*Work request*
Go through the records that follow and tally the lines with "Where" in them; answer with the number alone.

[Stored items]
=== Section Start ===
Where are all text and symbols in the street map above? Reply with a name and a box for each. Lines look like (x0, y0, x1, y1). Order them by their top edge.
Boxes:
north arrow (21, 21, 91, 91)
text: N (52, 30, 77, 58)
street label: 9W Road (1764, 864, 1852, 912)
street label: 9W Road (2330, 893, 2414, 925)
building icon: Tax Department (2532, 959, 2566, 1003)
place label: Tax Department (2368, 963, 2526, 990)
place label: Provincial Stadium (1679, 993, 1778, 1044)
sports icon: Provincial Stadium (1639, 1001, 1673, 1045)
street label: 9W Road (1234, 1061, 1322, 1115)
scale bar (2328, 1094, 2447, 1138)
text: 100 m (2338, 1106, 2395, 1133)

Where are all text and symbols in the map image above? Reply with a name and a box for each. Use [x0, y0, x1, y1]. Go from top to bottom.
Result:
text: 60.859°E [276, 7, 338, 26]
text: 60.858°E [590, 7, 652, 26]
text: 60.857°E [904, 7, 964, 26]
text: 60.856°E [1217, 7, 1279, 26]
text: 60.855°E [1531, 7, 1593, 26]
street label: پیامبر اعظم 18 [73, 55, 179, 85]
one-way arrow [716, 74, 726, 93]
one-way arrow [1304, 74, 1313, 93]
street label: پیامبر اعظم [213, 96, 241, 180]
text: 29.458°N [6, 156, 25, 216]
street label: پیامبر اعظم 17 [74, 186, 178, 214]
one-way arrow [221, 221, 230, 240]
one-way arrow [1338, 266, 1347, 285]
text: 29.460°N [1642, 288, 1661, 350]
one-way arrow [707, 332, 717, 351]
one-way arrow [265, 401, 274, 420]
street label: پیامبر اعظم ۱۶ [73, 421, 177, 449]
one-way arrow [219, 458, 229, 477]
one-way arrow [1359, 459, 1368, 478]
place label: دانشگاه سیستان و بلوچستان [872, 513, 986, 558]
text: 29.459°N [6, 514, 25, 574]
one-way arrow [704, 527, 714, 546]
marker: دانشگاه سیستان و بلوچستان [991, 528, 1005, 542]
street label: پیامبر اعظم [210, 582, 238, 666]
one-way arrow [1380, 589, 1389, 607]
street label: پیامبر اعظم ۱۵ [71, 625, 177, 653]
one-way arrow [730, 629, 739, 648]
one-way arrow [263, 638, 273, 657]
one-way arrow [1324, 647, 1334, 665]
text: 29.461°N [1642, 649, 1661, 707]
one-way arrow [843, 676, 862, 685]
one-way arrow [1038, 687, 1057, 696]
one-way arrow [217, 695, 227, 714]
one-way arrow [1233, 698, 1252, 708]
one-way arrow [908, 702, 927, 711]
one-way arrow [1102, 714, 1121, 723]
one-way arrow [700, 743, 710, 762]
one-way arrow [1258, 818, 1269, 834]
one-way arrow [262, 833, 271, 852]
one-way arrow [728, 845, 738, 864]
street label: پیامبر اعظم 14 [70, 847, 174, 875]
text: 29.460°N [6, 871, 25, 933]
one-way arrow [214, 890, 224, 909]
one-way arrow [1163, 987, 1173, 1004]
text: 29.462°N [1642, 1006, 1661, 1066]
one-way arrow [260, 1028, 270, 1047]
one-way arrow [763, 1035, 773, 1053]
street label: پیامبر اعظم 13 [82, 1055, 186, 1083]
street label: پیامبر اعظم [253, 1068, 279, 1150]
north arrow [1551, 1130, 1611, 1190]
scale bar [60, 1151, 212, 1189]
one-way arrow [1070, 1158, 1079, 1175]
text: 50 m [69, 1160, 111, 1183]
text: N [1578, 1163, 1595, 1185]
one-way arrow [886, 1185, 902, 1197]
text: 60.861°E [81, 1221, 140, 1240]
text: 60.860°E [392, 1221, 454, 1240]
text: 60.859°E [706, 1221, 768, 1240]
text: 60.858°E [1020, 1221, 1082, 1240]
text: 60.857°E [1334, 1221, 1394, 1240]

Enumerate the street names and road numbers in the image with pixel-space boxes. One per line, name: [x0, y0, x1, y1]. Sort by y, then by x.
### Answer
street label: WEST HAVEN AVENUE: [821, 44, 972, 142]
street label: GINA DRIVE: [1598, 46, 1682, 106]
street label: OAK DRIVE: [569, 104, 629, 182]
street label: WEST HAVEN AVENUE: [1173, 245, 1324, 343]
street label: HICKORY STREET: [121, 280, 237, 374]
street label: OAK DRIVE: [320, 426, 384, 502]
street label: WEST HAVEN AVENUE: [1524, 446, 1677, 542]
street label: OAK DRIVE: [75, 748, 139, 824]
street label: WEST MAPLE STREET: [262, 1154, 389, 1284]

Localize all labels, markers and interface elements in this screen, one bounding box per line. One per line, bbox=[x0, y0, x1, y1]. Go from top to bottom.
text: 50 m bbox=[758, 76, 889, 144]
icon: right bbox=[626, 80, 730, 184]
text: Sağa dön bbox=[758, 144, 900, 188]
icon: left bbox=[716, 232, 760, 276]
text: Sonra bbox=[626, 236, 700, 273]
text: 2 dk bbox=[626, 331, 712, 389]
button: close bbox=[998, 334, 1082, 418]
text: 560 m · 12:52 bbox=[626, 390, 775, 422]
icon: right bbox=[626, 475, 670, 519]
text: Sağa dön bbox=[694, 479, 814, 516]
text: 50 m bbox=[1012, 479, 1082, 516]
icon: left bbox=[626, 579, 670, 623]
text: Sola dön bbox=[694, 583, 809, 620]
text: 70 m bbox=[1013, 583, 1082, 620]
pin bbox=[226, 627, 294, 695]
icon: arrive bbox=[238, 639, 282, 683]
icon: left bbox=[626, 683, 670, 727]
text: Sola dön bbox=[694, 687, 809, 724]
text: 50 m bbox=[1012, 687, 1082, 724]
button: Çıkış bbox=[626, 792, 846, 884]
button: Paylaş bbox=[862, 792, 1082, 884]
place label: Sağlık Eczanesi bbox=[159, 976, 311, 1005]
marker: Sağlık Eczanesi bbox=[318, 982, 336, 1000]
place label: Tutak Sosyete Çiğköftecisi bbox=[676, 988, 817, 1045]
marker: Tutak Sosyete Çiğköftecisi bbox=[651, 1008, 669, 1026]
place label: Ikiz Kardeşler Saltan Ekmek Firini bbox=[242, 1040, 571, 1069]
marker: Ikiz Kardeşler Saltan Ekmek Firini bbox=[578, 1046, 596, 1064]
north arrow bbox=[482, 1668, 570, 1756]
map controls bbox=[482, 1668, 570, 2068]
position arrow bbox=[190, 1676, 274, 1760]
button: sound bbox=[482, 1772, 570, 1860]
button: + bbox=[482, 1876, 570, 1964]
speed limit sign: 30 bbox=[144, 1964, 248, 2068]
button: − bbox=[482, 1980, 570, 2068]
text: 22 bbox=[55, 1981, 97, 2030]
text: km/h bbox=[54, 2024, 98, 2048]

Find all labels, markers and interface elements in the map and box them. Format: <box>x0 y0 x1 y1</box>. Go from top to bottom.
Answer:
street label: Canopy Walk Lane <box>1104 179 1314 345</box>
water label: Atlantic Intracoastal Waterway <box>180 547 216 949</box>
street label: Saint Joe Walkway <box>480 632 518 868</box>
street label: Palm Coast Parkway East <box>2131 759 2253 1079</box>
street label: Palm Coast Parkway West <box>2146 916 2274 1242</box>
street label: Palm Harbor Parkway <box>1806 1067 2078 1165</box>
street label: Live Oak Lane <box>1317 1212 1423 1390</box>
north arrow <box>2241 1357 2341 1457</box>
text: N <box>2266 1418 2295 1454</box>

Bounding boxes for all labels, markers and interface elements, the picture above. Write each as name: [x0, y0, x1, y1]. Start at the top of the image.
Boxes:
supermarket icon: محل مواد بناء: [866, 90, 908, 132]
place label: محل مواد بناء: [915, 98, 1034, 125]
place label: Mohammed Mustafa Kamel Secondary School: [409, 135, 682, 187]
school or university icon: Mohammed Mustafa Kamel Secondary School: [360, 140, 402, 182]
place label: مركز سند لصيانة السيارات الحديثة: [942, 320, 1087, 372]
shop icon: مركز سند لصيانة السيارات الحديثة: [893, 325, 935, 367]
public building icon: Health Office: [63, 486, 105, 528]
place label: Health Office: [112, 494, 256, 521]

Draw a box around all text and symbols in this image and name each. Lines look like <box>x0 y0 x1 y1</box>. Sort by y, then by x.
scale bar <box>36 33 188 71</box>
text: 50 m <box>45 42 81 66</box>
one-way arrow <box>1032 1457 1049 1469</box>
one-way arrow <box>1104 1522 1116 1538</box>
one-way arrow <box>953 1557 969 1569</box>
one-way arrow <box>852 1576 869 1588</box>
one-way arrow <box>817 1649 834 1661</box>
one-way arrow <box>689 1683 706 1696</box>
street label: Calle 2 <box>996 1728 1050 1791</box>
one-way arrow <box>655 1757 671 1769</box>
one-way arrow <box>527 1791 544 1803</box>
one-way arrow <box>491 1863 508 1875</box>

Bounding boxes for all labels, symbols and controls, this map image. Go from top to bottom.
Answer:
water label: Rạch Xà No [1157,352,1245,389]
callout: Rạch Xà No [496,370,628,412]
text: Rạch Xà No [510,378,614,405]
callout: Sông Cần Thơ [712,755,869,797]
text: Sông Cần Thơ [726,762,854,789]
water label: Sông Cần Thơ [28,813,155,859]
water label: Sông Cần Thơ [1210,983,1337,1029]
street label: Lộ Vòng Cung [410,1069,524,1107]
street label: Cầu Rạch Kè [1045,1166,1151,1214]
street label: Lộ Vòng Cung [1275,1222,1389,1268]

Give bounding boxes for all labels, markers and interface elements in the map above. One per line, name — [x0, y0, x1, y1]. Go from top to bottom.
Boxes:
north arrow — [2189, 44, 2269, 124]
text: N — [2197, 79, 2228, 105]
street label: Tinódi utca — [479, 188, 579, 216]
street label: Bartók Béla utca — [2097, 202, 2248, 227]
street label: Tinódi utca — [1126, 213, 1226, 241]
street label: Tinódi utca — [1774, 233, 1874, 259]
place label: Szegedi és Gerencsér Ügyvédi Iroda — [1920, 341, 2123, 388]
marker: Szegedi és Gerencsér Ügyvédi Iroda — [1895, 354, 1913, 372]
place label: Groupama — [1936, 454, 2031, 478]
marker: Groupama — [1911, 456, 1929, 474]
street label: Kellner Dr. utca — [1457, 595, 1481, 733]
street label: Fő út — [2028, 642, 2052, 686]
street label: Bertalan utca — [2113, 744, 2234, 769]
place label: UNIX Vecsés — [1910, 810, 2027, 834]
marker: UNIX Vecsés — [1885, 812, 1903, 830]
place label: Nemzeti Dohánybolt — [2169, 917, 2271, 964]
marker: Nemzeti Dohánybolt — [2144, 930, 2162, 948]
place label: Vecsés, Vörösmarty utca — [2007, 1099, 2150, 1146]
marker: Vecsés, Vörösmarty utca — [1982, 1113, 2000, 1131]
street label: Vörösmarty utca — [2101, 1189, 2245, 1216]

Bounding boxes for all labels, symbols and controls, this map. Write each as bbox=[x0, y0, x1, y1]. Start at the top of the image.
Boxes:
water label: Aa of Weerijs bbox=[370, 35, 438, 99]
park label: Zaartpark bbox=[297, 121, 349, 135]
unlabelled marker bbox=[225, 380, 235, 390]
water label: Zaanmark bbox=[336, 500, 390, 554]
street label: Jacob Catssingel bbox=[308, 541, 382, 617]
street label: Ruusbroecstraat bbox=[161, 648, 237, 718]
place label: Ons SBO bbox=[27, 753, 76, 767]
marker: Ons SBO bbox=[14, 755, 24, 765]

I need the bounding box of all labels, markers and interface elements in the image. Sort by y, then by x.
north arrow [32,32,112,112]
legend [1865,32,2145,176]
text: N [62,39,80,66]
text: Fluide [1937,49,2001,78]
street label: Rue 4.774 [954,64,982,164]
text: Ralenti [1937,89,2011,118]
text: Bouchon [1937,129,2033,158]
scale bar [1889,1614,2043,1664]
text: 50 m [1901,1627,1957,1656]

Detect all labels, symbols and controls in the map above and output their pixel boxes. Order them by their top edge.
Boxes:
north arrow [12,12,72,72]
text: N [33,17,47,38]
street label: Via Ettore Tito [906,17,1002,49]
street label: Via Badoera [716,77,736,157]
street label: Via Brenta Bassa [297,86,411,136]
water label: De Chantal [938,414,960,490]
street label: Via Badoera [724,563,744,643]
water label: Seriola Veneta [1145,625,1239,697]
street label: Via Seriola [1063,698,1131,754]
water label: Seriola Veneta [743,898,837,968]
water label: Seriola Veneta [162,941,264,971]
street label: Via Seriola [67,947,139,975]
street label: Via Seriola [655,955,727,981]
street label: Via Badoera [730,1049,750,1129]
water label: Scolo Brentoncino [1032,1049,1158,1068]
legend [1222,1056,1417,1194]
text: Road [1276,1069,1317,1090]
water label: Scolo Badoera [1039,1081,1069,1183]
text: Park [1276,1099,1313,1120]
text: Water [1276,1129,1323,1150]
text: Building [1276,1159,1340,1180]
=== Section End ===
*Written answer*
2